The IMO put off talks by the Marine Environment Protection Committee (MEPC), which had been due to meet in London from 30 March to 3 April. The MEPC is reviewing proposals to improve the energy efficiency of ships.
A total of five IMO meetings have now been cancelled, including a working group on reducing greenhouse gas emissions from ships from 23-27 March.
The rescheduling of the meetings will be announced “in good time for delegates to make appropriate arrangements,” the IMO said.
In a statement, it cited “the rapid increase of cases worldwide and the continuing difficulties for some delegates from IMO member states travelling from abroad to attend IMO meetings” and WHO’s announcement as reasons for the decision.
Countries members to the IMO have agreed to reduce carbon emissions from global shipping by 40% from 2008 levels by 2030 and at least halve its greenhouse gas emissions by 2050.
The IMO is working to finalise measures to support its CO2 intensity reduction goal this year.

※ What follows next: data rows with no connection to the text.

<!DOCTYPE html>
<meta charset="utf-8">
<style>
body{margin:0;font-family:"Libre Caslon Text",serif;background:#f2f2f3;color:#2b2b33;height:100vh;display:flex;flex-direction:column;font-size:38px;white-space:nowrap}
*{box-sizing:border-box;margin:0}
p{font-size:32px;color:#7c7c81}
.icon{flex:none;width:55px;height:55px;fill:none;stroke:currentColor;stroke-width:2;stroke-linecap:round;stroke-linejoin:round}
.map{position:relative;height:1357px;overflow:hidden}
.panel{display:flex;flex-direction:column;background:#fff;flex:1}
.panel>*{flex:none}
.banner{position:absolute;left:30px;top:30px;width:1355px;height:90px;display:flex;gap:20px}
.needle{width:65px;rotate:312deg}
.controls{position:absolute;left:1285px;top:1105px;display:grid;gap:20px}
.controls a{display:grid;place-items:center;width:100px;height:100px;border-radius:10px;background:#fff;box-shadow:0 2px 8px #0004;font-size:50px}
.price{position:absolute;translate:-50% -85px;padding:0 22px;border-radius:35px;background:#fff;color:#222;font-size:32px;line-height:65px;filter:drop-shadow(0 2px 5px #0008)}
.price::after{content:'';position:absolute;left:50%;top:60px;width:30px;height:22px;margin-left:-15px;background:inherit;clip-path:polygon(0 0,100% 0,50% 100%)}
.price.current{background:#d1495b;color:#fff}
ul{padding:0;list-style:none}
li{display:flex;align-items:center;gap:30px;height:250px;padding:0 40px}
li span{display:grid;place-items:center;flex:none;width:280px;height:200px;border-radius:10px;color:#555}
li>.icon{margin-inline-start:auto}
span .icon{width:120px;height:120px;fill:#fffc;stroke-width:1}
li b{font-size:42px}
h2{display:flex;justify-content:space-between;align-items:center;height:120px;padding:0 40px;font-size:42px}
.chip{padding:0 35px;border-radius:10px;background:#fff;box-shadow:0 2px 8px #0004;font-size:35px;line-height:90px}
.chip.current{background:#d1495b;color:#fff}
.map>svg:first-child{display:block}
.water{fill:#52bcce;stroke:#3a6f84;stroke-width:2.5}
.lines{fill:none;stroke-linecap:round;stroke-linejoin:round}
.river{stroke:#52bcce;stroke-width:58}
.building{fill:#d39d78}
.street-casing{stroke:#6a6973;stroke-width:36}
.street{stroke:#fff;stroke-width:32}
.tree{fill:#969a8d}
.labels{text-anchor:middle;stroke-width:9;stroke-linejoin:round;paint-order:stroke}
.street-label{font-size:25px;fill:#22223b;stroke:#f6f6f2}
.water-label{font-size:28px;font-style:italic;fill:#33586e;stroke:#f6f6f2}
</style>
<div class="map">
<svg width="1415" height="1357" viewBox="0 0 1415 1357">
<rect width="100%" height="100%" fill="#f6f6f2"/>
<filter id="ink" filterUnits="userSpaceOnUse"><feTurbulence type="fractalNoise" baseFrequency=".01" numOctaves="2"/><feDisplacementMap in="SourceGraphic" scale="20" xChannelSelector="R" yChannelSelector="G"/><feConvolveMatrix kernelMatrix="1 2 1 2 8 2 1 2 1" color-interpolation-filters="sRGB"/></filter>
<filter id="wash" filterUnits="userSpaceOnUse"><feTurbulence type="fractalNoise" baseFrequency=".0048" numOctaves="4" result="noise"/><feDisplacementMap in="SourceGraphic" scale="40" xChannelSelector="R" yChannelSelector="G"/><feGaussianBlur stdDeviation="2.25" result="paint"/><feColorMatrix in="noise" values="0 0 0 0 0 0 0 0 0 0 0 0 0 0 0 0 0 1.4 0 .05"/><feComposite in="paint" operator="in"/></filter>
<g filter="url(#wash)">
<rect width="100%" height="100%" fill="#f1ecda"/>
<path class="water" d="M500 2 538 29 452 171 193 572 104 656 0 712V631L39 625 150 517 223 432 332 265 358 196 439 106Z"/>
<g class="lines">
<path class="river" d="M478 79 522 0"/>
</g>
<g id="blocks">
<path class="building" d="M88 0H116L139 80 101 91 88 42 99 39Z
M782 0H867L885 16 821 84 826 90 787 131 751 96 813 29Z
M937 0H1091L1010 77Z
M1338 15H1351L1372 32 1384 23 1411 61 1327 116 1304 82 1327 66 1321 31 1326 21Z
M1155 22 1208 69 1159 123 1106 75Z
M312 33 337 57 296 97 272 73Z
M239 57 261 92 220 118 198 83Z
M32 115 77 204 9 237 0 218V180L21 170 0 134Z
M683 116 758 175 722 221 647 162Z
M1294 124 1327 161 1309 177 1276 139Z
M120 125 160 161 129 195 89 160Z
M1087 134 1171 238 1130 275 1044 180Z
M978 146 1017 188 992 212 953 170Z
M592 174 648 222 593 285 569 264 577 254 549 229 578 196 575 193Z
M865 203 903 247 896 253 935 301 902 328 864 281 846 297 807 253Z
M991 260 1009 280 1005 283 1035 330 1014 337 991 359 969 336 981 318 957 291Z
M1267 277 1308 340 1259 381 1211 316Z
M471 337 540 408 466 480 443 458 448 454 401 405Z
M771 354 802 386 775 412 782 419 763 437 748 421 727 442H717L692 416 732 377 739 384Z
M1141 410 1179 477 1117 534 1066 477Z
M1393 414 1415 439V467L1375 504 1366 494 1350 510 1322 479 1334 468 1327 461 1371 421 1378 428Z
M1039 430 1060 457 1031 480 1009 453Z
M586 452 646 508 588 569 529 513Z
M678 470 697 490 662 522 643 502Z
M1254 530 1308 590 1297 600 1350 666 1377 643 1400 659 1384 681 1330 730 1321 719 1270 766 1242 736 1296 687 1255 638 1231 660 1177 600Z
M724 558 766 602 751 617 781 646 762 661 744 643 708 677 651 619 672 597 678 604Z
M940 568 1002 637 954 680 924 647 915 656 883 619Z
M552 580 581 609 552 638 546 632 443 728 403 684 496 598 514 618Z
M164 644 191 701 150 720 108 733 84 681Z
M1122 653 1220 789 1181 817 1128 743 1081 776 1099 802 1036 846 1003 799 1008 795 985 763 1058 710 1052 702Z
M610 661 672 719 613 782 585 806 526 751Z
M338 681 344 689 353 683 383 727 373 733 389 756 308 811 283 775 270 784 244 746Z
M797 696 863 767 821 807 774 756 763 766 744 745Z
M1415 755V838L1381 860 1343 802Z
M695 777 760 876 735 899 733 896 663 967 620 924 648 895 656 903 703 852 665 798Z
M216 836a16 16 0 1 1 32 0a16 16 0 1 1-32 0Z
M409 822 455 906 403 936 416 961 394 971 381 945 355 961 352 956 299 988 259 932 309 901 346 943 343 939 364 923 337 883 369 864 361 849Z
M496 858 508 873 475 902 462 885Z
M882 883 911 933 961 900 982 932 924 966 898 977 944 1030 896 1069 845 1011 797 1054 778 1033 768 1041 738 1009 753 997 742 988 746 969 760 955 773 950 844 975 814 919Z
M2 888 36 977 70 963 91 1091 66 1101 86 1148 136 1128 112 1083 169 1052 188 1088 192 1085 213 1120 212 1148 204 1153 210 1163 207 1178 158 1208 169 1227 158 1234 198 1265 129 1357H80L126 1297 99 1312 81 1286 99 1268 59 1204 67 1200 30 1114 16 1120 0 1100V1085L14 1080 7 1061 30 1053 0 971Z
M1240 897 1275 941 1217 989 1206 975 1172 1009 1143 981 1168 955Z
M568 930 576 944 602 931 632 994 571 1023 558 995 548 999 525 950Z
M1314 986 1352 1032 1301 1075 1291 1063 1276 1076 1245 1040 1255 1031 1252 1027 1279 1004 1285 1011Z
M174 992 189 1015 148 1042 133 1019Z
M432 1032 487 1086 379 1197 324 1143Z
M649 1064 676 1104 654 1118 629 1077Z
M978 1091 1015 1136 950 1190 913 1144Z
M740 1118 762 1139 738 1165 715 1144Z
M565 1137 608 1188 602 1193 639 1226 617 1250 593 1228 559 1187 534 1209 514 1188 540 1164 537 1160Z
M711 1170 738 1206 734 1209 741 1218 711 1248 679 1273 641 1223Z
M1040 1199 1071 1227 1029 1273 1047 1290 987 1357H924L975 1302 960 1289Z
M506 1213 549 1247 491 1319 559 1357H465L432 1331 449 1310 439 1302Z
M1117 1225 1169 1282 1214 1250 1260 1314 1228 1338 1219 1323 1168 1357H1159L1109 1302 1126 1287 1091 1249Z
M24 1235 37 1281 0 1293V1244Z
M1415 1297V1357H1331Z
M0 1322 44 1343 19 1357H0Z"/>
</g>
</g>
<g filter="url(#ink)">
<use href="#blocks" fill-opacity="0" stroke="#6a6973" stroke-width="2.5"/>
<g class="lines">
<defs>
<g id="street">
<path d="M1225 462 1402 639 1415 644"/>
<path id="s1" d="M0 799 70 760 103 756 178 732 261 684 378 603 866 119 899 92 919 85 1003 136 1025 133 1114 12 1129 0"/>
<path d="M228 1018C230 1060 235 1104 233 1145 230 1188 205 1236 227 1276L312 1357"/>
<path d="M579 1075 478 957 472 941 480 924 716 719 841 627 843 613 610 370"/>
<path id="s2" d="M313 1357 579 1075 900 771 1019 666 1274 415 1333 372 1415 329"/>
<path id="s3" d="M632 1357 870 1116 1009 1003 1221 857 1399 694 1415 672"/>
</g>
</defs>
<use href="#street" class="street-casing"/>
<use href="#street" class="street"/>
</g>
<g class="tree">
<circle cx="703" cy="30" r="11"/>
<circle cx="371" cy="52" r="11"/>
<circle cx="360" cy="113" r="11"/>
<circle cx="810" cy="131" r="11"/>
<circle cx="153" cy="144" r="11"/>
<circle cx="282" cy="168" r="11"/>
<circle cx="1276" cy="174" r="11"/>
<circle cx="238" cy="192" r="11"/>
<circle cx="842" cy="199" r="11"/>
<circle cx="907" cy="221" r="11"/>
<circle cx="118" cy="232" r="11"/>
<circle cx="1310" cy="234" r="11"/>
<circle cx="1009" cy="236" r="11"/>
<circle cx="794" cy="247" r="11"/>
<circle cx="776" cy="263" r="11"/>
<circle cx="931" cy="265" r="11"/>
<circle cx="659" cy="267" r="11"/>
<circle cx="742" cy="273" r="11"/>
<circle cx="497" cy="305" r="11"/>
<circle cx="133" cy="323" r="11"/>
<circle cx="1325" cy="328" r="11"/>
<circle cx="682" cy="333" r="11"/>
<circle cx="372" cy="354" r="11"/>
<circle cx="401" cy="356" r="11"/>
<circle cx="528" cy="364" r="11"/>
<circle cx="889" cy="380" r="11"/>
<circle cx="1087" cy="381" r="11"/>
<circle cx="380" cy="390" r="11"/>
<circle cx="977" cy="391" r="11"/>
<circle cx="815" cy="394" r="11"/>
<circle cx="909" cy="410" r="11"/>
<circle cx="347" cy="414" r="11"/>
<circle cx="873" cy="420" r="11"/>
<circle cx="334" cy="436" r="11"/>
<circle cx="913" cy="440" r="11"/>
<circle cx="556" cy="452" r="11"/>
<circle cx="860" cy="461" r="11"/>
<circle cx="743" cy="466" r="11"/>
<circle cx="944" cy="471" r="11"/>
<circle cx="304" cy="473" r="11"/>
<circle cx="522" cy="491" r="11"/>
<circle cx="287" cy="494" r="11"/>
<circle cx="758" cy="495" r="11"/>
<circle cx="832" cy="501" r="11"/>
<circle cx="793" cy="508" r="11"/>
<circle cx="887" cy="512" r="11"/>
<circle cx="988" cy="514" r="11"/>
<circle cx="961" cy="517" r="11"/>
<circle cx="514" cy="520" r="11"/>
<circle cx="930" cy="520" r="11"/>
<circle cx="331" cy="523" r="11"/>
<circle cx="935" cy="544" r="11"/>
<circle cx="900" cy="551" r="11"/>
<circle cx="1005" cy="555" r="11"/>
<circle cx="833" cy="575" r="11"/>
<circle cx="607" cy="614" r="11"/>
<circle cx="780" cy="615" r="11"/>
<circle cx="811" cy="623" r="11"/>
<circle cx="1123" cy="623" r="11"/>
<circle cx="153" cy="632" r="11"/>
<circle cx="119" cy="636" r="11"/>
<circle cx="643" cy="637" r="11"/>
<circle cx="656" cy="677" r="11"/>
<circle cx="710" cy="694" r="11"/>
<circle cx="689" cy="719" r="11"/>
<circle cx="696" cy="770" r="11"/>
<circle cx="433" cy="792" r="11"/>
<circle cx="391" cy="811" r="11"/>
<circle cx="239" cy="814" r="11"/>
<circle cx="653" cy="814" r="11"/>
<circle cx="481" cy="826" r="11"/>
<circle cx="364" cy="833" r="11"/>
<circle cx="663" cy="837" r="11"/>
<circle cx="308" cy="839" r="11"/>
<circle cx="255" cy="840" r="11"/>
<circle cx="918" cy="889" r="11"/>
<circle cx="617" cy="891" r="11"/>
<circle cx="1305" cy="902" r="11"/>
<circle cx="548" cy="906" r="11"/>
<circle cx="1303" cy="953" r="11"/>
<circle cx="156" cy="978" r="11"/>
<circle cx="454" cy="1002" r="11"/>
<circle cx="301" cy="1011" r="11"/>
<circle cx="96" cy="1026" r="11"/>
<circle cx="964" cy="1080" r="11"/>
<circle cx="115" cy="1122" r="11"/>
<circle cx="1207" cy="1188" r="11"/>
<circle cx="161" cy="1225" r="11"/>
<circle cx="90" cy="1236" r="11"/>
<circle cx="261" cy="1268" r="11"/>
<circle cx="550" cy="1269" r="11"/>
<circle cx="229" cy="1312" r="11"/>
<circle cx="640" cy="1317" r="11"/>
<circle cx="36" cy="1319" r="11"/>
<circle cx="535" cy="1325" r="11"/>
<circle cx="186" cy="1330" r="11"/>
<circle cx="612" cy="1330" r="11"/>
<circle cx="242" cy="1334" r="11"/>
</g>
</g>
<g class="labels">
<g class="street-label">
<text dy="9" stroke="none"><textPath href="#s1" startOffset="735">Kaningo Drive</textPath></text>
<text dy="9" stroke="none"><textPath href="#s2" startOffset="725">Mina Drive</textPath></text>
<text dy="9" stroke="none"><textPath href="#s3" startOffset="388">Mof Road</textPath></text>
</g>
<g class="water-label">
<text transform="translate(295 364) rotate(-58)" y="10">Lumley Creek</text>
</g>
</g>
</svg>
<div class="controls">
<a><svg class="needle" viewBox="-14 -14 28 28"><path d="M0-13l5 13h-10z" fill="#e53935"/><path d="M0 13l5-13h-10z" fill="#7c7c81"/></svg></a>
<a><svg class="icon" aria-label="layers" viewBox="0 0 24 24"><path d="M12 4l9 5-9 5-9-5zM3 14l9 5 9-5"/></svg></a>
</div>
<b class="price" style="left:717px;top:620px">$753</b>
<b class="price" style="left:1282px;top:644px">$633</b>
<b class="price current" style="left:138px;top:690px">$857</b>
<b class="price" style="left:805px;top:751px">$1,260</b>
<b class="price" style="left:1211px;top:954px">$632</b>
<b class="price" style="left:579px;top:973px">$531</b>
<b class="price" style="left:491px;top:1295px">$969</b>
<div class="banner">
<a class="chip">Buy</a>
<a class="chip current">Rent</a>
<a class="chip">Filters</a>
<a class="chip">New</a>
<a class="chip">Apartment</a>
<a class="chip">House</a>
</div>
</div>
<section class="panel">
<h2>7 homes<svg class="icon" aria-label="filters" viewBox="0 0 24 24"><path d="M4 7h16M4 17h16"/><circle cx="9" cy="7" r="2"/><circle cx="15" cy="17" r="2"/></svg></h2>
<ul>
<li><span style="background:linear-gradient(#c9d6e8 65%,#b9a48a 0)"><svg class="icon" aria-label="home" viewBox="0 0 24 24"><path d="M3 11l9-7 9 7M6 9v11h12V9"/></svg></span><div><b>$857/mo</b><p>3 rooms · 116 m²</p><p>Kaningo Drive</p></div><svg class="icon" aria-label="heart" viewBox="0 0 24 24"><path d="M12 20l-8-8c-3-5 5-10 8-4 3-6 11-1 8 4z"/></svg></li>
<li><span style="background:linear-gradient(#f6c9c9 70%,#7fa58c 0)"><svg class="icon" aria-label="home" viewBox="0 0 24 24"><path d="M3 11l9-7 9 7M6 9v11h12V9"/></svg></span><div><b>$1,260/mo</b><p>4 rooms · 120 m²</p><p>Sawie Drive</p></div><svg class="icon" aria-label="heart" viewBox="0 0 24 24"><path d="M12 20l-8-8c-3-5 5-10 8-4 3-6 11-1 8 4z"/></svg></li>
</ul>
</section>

The MEPC meeting was due to review a number of short-term measures to cut carbon emissions.
A controversial proposal by Japan to fit ships with engine power limitation devices to indirectly reduce speed and fuel use was on the agenda for review.
Research by the International Council on Clean Transportation (ICCT) has shown the proposal will not directly have an impact of carbon emissions because ships are already operating slower than the proposal’s implied limit.
Faig Abbasov, the shipping programme manager at NGO Transport & Environment, told Climate Home News it was too early to predict the impacts on the negotiations but that much depended on when the meeting would be able to take place.
“Timing matters because if the IMO reaches an agreement on stringent reduction measures, it will then need six months to be adopted followed by 10+6 months to go through the tacit acceptance process,” he said.
“In that sense, any delay in the approval of measures that could have happened at the MEPC meeting would have implications on that timeline as well.”
This is the latest global climate meeting to be affected by the spread of the virus, also known as Covid-19.
On Wednesday, the UN General Assembly agreed to postpone a key meeting when countries were due to finalise a global ocean treaty that would enable the creation of marine protected areas in the high seas.
UN Climate Change has also cancelled or postponed all physical meetings until the end of April.
The spread of the virus is putting increasing pressure on the climate and biodiversity timetable this year, with a number of high-level meetings likely pushed back to the summer and the second half of the year.